You’ve got mail: Author of email regarding strata committee chair succeeds in defamation appeal

date
16 December 2019

The New South Wales Court of Appeal recently allowed an appeal in a defamation proceeding concerning a tenant’s email regarding a strata committee chair, concluding the defence of common law qualified privilege defeated the claim.

In Issue

  • the application of the defence of common law qualified privilege to emails sent in a strata setting; and
  • the assessment of damages in defamation.

The Background

The appellant, Ms Murray, rented a unit at the Watermark apartment building in Manly (‘the complex’). The respondent, Mr Raynor, owned and occupied a unit in the complex and was the chair of the strata committee (‘the committee’). In that capacity, Mr Raynor sent several emails to Ms Murray and other residents of the building about his concerns that mailboxes in the complex were being left open or unlocked. Mr Raynor wrote an email to Ms Murray, copying in the agent of the unit’s owner, insisting that she lock her mailbox or else the committee might re-key the mailboxes and seek compensation from her landlord.

Ms Murray responded with an email which was copied to 16 of the complex’s unit owners. Mr Raynor commenced proceedings against Ms Murray alleging her email contained several defamatory imputations that he: (1) had unreasonably harassed her (2) acted menacingly toward her (3) was a malicious person who sent threatening emails and copied in other residents to publicly humiliate her and (4) was a small-minded busybody.

The Decision at Trial

The primary judge found Ms Murray’s email was defamatory, then went on to consider the defence of common law qualified privilege. In short, the defence arises where a person with a duty to publish a statement does so to a person with a reciprocal interest in hearing that statement (the ‘privileged occasion’), as long as the publication was not actuated by malice. Her Honour concluded the email was intended to humiliate, insult and belittle Mr Raynor rather than for reasons which made the occasion privileged, and therefore the defence did not apply. Mr Raynor was awarded $120,000.

The Issues on Appeal

The issues the Court addressed were (1) whether the defence of qualified privilege applied and (2) the primary judge’s assessment of damages.

The Decision on Appeal

The Court considered the primary judge should have held that a privileged occasion arose concerning communications to Watermark’s residents about the building’s management (including mailbox security). The imputations were relevant to this occasion because each concerned how Mr Raynor communicated with the complex’s residents on this subject. There was no basis to conclude that Ms Murray’s email was motivated by malice, hence the primary judge should have found the defence of qualified privilege was made out. This was notwithstanding that the Court considered the 'reply to attack' sub-set of the defence was not available as, although there had been an 'attack', Ms Murray’s 'reply' was too broad because she copied in persons who were not on the committee.

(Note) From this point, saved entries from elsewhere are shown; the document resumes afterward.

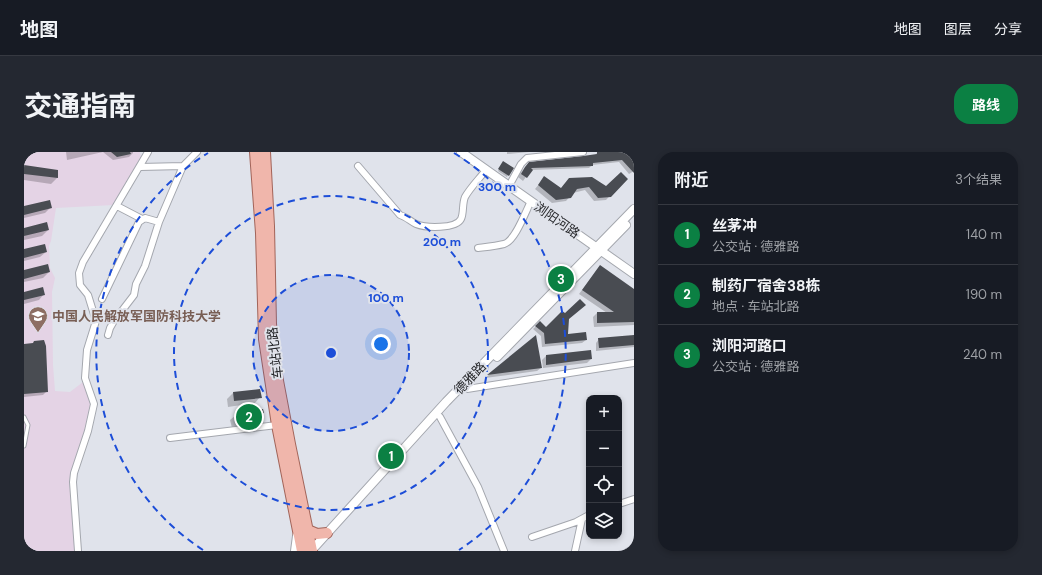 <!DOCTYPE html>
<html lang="zh">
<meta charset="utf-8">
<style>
body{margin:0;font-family:"DM Sans","Noto Sans SC",sans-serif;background:#242831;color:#f1f3f6}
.controls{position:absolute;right:12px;bottom:12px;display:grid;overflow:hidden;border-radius:8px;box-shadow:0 2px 6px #0003}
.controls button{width:36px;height:36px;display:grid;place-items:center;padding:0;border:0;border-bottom:1px solid #363941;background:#171b24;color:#f1f3f6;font:20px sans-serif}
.you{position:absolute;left:357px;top:192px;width:14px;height:14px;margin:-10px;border:3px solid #fff;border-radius:50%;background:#1a73e8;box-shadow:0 0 0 6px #1a73e833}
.badge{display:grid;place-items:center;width:26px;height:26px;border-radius:50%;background:#0b8043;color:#fff;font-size:13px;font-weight:700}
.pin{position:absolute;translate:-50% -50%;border:2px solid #fff;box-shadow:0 1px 4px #0006}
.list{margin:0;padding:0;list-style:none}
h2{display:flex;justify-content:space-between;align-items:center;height:52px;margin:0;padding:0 16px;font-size:17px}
h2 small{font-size:13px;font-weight:400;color:#9ea1a6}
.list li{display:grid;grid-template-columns:26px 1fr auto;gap:12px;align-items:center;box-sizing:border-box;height:60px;padding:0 16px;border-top:1px solid #363941}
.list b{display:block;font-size:15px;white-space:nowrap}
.list p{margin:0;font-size:13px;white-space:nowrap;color:#9ea1a6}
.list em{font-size:13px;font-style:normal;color:#9ea1a6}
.icon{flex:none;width:22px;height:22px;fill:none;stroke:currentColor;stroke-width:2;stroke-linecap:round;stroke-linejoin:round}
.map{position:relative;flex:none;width:610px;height:399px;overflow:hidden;border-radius:16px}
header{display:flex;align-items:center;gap:24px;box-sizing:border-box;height:56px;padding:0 20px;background:#171b24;border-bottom:1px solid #363941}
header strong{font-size:19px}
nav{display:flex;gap:22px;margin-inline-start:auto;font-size:14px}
.intro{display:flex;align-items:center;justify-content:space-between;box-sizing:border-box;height:96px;padding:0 24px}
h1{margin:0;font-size:28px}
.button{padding:10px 18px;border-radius:16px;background:#0b8043;color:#fff;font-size:14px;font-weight:700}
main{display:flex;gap:24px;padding:0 24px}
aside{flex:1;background:#171b24;border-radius:16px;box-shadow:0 2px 6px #0003}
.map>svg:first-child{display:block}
</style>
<header>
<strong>地图</strong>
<nav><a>地图</a><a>图层</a><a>分享</a></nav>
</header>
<div class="intro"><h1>交通指南</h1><a class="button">路线</a></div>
<main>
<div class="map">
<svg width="610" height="399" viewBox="0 0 610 399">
<rect width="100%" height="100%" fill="#e0e3eb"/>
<path fill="#e4d3e5" d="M 0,0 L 116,0 L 117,6 L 90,53 L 32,56 L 27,89 L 25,94 L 26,116 L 31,126 L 28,140 L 29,213 L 31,239 L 46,240 L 59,230 L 68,250 L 58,293 L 45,329 L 52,399 L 0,399 Z"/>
<path fill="#0003" d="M 42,0 L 109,0 L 109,1 L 105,5 L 89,8 L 79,0 L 43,8 Z
M 483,0 L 505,0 L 483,2 Z
M 580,0 L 602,0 L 604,4 L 610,7 L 610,19 L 605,22 L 595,10 L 568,13 L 565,16 L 507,18 L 499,29 L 494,25 L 498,19 L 506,11 L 570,4 L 573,1 Z
M 478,12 L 484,23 L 483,25 L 474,19 Z
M 0,14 L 33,19 L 33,26 L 27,32 L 0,28 Z
M 520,26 L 537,37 L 542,31 L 582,35 L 602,27 L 582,48 L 570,49 L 561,38 L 549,41 L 542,49 L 528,51 L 511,37 Z
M 0,55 L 26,56 L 21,61 L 0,66 Z
M 0,77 L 24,78 L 18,84 L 0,88 Z
M 0,98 L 22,100 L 16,105 L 0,109 Z
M 573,118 L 610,138 L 610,173 L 570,175 L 569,165 L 573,161 L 583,161 L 555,142 Z
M 0,119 L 25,120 L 19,126 L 0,130 Z
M 0,141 L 20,142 L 15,148 L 0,152 Z
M 544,167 L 543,183 L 562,188 L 558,191 L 518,195 L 517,184 L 509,177 L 516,171 L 522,176 Z
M 511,185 L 517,216 L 513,219 L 461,226 Z
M 575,187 L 610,187 L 610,195 L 572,199 L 572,191 Z
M 0,193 L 23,239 L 19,243 L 0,245 Z
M 522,204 L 567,207 L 563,211 L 519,216 L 518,208 Z
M 235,238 L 236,245 L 231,251 L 204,255 L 203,247 L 209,241 Z
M 239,261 L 237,263 L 237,267 L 232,273 L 208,276 L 206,268 L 212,263 Z"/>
<path fill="#494c52" d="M 87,0 L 106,0 L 107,2 L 93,5 Z
M 573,0 L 604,0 L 605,3 L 610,6 L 610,21 L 598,8 L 569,11 L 569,14 L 507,16 L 509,18 L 503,26 L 497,22 L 501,15 L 505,10 L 559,4 L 573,2 Z
M 479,9 L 490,16 L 485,24 L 474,17 Z
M 0,13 L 34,18 L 34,26 L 0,22 Z
M 597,20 L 604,27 L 587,45 L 574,46 L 565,35 L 553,37 L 547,46 L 532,48 L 514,33 L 520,24 L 537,36 L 545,26 L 568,25 L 582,34 Z
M 26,48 L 28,56 L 0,63 L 0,54 Z
M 23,70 L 25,78 L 0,84 L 0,76 Z
M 21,92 L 23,100 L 0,106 L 0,97 Z
M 24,112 L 26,120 L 0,127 L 0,118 Z
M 576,113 L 610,137 L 610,170 L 573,171 L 573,160 L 590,160 L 558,138 Z
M 19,135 L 21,143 L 0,148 L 0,140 Z
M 556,147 L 562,153 L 545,167 L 544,182 L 562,180 L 563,188 L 521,192 L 520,181 L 511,174 L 516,169 L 522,175 L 538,159 L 541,161 Z
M 512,183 L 518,216 L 463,223 Z
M 610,183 L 610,193 L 575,196 L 574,186 Z
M 20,188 L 22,194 L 24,240 L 0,242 L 0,192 L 9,191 L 10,189 Z
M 567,198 L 568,207 L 522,213 L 522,203 Z
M 236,237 L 238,246 L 210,249 L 209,240 Z
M 239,257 L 240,261 L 237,262 L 238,267 L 213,271 L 212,262 Z"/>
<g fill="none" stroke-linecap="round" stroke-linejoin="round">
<defs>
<path id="service" d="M 0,265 L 4,273 L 0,294"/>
<path id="minor" d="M 608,0 L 610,2
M 334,14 L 376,63 C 383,65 387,70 392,72 C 402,76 432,77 437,67 C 440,61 438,52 441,45 C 446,36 455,27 462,18
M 116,15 L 159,14
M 485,34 L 497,12 L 503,6 L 559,0
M 93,54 L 118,67
M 454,96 C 462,95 472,94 480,92 C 491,89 501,61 507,49
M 78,147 L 115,70 L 121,66 L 135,70 L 159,14 L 173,0
M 84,183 L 86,176 L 90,169 L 110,143 L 112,132 L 121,114 L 135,70
M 443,237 L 610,211
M 416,265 L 454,335 L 480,399
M 146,286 L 253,273
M 595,352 L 610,347
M 508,385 L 552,370 L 565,363
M 54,399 L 49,330 L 50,321 L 64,279 L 70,252 L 61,226 L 63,198 L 72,169 L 64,143 L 56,133 L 55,121 L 59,110 L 124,0
M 551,399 L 558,367
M 605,399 L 610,397"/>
<path id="tertiary" d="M 437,0 L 610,122
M 473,205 L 602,73
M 271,399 L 273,384
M 287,399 L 422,250 L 610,57"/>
<path id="primary" d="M 231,0 L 237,81 L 240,187 L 253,273 L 278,399
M 241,0 L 245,74 L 247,172 L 252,218 L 266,292 L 288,399
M 284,378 L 293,382 L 303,381"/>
</defs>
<use href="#service" stroke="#a4a7ae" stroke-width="5"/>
<use href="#minor" stroke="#a4a7ae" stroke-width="8"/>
<use href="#tertiary" stroke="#a4a7ae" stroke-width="10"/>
<use href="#primary" stroke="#a26459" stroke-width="12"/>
<use href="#service" stroke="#fff" stroke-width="3"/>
<use href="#minor" stroke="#fff" stroke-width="6"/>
<use href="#tertiary" stroke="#fff" stroke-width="8"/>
<use href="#primary" stroke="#f0b6ab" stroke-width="10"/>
</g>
<circle cx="307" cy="201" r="78" fill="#1d4ed8" fill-opacity=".12"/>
<g fill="none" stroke="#1d4ed8" stroke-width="2" stroke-dasharray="7 5">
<circle cx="307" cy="201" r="78"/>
<circle cx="307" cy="201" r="157"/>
<path d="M179 398A235 235 0 0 1 184 1M430 1A235 235 0 0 1 435 398"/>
</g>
<defs>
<symbol id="university-pin" viewBox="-11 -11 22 30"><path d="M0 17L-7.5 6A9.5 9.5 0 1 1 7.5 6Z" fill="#8d6e63" stroke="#e0e3eb"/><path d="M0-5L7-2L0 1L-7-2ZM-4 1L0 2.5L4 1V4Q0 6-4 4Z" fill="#fff"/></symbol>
</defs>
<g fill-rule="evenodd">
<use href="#university-pin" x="3" y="153" width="22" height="30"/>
</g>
<g text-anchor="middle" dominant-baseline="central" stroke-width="4" stroke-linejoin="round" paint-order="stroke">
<g font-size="13" fill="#252629" stroke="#e0e3eb">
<text transform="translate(533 68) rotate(35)">浏阳河路</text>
<text transform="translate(251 201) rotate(-97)">车站北路</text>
<text transform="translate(446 226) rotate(-46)">德雅路</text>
</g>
<g font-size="13" font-weight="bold" fill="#785e54" stroke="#e0e3eb" text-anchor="start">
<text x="28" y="164">中国人民解放军国防科技大学</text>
</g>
</g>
<circle cx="307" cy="201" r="6" fill="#1d4ed8" stroke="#e0e3eb" stroke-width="2"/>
<g font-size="12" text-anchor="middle" font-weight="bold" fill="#1d4ed8" stroke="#e0e3eb" stroke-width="4" stroke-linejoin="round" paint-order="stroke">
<text x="473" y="39">300 m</text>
<text x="418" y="94">200 m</text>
<text x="362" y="150">100 m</text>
</g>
</svg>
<div class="controls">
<button>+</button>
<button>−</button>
<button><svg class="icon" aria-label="locate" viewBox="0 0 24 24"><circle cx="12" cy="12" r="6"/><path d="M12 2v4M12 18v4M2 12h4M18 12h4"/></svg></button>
<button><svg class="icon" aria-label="layers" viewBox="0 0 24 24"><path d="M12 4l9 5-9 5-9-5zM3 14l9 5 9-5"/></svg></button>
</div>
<div class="you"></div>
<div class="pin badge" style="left:367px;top:304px">1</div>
<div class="pin badge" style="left:225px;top:265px">2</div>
<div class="pin badge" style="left:537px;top:127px">3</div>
</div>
<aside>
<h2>附近<small>3个结果</small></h2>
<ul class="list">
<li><span class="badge">1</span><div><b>丝茅冲</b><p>公交站 · 德雅路</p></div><em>140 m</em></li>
<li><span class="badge">2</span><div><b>制药厂宿舍38栋</b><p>地点 · 车站北路</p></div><em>190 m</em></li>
<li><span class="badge">3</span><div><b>浏阳河路口</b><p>公交站 · 德雅路</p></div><em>240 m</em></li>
</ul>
</aside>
</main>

Although it was not necessary to decide the issue of damages, the Court described the award at first instance was manifestly excessive; and that no more than $25,000 should have been awarded.

Implications for you

The Court of Appeal’s decision provides useful guidance on the defence of common law qualified privilege in a strata context, and suggests that even if a person’s manner of communication on a strata issue is abrupt, insulting or rude, the defence may still apply.